The gradual delivery of small quantities of insulin which is similar to the healthy pancreas’ secretion of insulin is called a basal dose while a bigger dose of insulin delivered just before the consumption of food to act on the predictable increase in blood sugar levels is known as a bolus dose. The bolus dose is determined by knowing the amount of carbohydrates in the food eaten.
Insulin Pumping : Pros and Cons – Video Guide
Information on the Pump
There can be many questions that need answers in the use of a pump every second of the day. So, below is some information on the use of the pump.
- Many pumps are water-resistant : Yes, they are sufficiently waterproof to present no problems if they ever get wet. And the good news is that there are even some which are not just waterproof but also shock-resistant!

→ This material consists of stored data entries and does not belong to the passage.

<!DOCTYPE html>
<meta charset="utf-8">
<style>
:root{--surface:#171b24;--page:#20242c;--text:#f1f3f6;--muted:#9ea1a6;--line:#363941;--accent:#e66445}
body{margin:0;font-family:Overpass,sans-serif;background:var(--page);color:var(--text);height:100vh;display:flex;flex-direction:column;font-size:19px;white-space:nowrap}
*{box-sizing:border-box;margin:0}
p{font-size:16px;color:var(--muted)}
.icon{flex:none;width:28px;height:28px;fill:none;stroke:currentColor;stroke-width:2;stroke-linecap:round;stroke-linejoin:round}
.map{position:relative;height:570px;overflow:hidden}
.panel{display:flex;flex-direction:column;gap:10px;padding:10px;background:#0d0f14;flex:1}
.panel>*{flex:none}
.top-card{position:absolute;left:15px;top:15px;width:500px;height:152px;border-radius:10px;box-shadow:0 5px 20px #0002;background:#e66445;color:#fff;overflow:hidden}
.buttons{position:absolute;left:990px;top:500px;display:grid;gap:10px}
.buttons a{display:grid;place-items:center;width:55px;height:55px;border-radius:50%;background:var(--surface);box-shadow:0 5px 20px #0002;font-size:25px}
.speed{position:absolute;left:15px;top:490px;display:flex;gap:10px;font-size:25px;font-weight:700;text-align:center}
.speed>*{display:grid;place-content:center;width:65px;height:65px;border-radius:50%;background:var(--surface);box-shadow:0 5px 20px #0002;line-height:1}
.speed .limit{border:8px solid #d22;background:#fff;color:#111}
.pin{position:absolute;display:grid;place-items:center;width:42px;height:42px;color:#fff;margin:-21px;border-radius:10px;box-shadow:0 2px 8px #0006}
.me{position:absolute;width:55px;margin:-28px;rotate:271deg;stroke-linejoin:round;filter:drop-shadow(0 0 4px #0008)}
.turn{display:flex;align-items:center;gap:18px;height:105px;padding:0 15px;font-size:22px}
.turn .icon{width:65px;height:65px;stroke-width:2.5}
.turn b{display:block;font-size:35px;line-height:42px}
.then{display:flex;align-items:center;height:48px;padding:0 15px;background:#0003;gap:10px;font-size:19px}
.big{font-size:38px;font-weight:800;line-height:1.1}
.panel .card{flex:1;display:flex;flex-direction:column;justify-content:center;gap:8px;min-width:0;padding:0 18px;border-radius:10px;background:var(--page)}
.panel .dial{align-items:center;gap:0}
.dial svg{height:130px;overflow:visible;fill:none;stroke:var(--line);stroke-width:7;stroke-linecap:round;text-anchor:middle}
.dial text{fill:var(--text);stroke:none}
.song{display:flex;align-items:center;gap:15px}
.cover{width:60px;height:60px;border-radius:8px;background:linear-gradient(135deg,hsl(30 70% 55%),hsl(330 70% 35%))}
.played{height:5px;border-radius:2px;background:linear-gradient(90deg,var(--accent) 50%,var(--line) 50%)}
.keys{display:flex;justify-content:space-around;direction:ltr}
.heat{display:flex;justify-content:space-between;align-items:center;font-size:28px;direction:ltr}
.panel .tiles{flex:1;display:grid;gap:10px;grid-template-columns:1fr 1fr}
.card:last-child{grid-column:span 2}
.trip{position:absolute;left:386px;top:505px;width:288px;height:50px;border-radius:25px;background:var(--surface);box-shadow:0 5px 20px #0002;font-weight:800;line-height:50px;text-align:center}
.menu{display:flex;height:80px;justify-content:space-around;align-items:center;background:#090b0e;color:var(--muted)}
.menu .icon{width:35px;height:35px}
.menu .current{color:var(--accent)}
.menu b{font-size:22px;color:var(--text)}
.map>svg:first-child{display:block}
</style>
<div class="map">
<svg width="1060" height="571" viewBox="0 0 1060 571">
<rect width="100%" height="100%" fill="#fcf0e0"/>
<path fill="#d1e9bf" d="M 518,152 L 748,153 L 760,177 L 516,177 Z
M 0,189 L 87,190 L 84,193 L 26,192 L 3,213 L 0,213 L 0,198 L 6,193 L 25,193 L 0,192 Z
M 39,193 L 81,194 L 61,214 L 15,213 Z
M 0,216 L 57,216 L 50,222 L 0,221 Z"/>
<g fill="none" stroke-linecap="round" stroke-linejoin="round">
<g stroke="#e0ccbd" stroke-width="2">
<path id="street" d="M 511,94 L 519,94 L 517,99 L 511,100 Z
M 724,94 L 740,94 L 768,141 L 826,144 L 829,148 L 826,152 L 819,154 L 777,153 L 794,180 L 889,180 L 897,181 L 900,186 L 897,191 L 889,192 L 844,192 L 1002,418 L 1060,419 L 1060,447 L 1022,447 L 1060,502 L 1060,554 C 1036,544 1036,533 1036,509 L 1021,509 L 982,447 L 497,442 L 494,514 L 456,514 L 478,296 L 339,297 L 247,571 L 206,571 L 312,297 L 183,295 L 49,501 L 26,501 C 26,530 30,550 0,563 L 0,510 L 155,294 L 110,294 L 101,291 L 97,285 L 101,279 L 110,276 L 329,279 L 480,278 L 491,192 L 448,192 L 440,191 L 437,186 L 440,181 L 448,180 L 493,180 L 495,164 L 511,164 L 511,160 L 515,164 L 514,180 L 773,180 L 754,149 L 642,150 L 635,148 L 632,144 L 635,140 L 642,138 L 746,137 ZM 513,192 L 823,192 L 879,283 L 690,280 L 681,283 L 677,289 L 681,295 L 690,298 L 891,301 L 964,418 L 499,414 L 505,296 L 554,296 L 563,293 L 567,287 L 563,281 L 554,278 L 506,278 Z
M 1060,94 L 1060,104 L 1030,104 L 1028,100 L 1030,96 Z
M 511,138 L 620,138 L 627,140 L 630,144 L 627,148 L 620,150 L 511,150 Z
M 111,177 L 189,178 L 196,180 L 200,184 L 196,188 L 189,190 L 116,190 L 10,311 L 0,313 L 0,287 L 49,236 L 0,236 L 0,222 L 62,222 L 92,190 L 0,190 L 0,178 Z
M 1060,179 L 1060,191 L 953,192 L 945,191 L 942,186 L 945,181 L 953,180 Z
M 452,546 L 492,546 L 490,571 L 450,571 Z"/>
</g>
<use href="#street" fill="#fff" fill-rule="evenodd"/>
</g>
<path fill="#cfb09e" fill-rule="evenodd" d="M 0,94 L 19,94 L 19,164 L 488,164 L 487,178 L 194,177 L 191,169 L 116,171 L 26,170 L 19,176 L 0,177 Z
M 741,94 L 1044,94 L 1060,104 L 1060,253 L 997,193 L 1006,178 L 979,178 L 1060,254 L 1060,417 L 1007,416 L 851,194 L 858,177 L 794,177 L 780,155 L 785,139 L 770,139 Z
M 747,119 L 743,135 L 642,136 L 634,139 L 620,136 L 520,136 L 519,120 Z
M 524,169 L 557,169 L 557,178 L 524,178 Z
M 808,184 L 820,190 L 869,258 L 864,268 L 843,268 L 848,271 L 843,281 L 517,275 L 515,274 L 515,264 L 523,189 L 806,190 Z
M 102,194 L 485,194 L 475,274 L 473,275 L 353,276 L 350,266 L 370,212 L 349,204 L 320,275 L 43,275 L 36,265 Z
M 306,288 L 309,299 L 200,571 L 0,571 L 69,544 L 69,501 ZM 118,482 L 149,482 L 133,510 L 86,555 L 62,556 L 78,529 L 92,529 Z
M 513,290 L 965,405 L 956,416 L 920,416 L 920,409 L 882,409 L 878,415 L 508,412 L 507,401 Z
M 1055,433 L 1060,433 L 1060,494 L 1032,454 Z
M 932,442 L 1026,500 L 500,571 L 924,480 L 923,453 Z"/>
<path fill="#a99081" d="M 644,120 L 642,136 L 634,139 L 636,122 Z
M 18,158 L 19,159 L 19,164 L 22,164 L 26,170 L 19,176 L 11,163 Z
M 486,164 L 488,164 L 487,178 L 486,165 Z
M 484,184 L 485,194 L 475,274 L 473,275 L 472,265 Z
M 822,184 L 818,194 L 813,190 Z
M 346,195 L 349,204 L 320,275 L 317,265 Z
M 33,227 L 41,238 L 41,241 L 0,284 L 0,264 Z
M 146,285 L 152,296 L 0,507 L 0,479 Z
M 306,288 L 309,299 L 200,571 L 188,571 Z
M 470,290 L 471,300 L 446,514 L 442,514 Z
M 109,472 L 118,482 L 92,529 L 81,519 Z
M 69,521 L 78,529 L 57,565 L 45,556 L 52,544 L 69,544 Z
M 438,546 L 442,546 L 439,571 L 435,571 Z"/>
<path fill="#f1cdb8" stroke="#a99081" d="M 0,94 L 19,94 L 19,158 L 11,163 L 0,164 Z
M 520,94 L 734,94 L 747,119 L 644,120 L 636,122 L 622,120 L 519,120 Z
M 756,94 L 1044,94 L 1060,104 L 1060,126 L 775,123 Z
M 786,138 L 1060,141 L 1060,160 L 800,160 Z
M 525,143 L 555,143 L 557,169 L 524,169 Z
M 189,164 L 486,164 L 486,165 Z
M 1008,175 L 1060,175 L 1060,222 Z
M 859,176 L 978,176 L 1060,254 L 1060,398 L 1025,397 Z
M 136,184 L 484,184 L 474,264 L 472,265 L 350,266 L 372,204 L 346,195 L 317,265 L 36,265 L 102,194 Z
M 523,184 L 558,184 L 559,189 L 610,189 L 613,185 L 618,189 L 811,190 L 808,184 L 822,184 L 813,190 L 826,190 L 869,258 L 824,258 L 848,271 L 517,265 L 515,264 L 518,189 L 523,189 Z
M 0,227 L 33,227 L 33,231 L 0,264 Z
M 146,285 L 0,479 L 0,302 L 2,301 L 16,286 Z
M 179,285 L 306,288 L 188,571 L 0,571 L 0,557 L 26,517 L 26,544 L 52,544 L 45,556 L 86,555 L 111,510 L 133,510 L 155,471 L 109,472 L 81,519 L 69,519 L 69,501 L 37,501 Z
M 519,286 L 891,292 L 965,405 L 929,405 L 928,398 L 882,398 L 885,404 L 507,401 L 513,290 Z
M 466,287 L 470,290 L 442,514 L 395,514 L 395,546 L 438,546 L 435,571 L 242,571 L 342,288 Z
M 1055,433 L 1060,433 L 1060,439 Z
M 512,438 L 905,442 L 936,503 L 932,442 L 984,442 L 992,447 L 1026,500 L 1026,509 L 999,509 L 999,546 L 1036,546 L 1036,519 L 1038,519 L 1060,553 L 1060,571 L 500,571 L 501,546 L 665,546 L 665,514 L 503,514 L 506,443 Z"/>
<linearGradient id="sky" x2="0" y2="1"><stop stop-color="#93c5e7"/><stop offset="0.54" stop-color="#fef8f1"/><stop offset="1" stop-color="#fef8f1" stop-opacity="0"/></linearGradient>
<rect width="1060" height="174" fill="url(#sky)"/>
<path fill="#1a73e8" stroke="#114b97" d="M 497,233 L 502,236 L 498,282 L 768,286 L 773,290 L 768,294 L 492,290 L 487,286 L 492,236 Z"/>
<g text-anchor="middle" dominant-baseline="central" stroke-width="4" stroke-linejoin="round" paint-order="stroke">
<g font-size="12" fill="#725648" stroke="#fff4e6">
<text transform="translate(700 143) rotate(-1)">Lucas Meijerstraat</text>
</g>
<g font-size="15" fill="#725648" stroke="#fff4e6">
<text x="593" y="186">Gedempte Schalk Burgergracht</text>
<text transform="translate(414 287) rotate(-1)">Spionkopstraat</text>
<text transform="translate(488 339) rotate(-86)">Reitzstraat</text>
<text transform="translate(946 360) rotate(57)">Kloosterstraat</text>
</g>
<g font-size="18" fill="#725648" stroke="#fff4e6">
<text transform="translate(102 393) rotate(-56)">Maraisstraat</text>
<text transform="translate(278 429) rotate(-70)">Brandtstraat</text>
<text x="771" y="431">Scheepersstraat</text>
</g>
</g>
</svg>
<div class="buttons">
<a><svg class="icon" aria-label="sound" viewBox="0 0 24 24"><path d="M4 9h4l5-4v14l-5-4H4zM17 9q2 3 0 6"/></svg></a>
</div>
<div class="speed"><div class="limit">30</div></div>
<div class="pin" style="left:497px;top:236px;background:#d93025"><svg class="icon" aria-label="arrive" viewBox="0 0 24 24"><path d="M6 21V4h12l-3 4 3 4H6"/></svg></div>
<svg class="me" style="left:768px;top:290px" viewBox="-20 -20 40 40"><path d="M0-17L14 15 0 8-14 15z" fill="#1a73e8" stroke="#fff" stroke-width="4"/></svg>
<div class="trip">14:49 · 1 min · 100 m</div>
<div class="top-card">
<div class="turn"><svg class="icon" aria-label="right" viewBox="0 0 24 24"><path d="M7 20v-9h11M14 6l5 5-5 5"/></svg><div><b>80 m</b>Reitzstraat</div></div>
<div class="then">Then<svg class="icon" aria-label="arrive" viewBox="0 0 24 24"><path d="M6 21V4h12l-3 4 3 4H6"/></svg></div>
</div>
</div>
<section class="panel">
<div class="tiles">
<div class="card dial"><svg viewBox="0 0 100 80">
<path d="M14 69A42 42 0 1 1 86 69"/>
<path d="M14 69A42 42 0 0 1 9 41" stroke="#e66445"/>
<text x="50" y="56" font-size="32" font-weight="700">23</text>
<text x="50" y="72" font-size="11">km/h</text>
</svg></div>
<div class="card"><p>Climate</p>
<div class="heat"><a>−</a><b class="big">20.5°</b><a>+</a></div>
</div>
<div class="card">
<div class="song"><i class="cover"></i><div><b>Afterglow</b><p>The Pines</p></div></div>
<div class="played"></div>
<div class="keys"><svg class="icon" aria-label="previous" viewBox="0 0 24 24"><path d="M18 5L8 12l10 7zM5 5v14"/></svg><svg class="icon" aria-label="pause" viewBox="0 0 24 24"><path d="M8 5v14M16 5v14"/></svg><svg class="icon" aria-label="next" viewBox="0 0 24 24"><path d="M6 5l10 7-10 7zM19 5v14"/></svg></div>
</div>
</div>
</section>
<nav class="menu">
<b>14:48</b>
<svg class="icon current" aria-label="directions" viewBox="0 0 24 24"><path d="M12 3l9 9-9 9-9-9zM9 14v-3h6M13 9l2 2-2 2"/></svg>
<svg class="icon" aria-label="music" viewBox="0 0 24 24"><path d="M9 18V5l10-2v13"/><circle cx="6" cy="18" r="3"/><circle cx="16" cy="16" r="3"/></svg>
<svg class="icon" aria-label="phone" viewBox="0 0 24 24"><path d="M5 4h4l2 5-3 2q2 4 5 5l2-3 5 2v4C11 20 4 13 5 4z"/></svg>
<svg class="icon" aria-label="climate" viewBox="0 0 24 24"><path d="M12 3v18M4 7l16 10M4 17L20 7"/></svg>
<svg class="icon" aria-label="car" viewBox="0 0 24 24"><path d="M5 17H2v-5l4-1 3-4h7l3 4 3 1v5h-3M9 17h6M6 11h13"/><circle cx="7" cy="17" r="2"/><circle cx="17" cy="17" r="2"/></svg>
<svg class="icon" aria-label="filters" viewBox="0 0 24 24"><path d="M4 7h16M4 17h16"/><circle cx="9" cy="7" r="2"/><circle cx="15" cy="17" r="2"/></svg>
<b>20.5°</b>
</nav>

- The tubing which comes with the infusion sets is usually long enough : With the extra length of tubing, you can place your infusion set away from the tub while bathing or somewhere safe on the floor or a chair beside your bed as you sleep.
- Wear your pumps to bed : The purpose of the pump is to have it deliver insulin 24 hours a day, even as you sleep. With the tubing so long, there are so many places you can put your pump, the nearest being your pajama pocket and the farthest can be your dressing table.
- It is possible to have them unobtrusive : Nobody needs to know that you are wearing a pump unless you want them to. Wear it like you would a beeper or a cell phone. You can even wear them beneath your clothes with pouches strapped onto your body.
- Pumps can be taken off for an hour : There may be times when you belief your pump too cumbersome to have around. You may wish to shower, swim, and enjoy sex without its presence. So, disconnect the pump but remember to test blood sugar levels before you attach it on again.
Always understand the directions given on the use for the pump you use to know everything about it. Consult your doctor too as may give further instructions concerning the disconnecting of the pump as well as other matters. A CDE(Professional Pump Trainer) can be of assistance too.
Insurance and Medicare Coverage
You pay a huge sum of money for an insulin pump as they cost approximately 6,000 dollars which does not include expenses for infusion sets and other necessities which can amount to a quite a sum of money. Fortunately, more and more insurance companies are taking into consideration the fact that helping to ensure excellent control of sugar levels can lead to less diabetes-connected complications. So, they do extend cover for pump purchase, hoping to give out less for treatments of complications.
To get approval for Medicare’s insulin pumps coverage, type 1 as well as type 2 diabetics has to undergo standardized medical examinations carried out by a doctor. After such clinical tests, both you and your doctor must consider if you qualify for the coverage. If you think you do, then it is up to the doctor and Medicare to decide whether you fulfill the medicare guidelines for such coverage.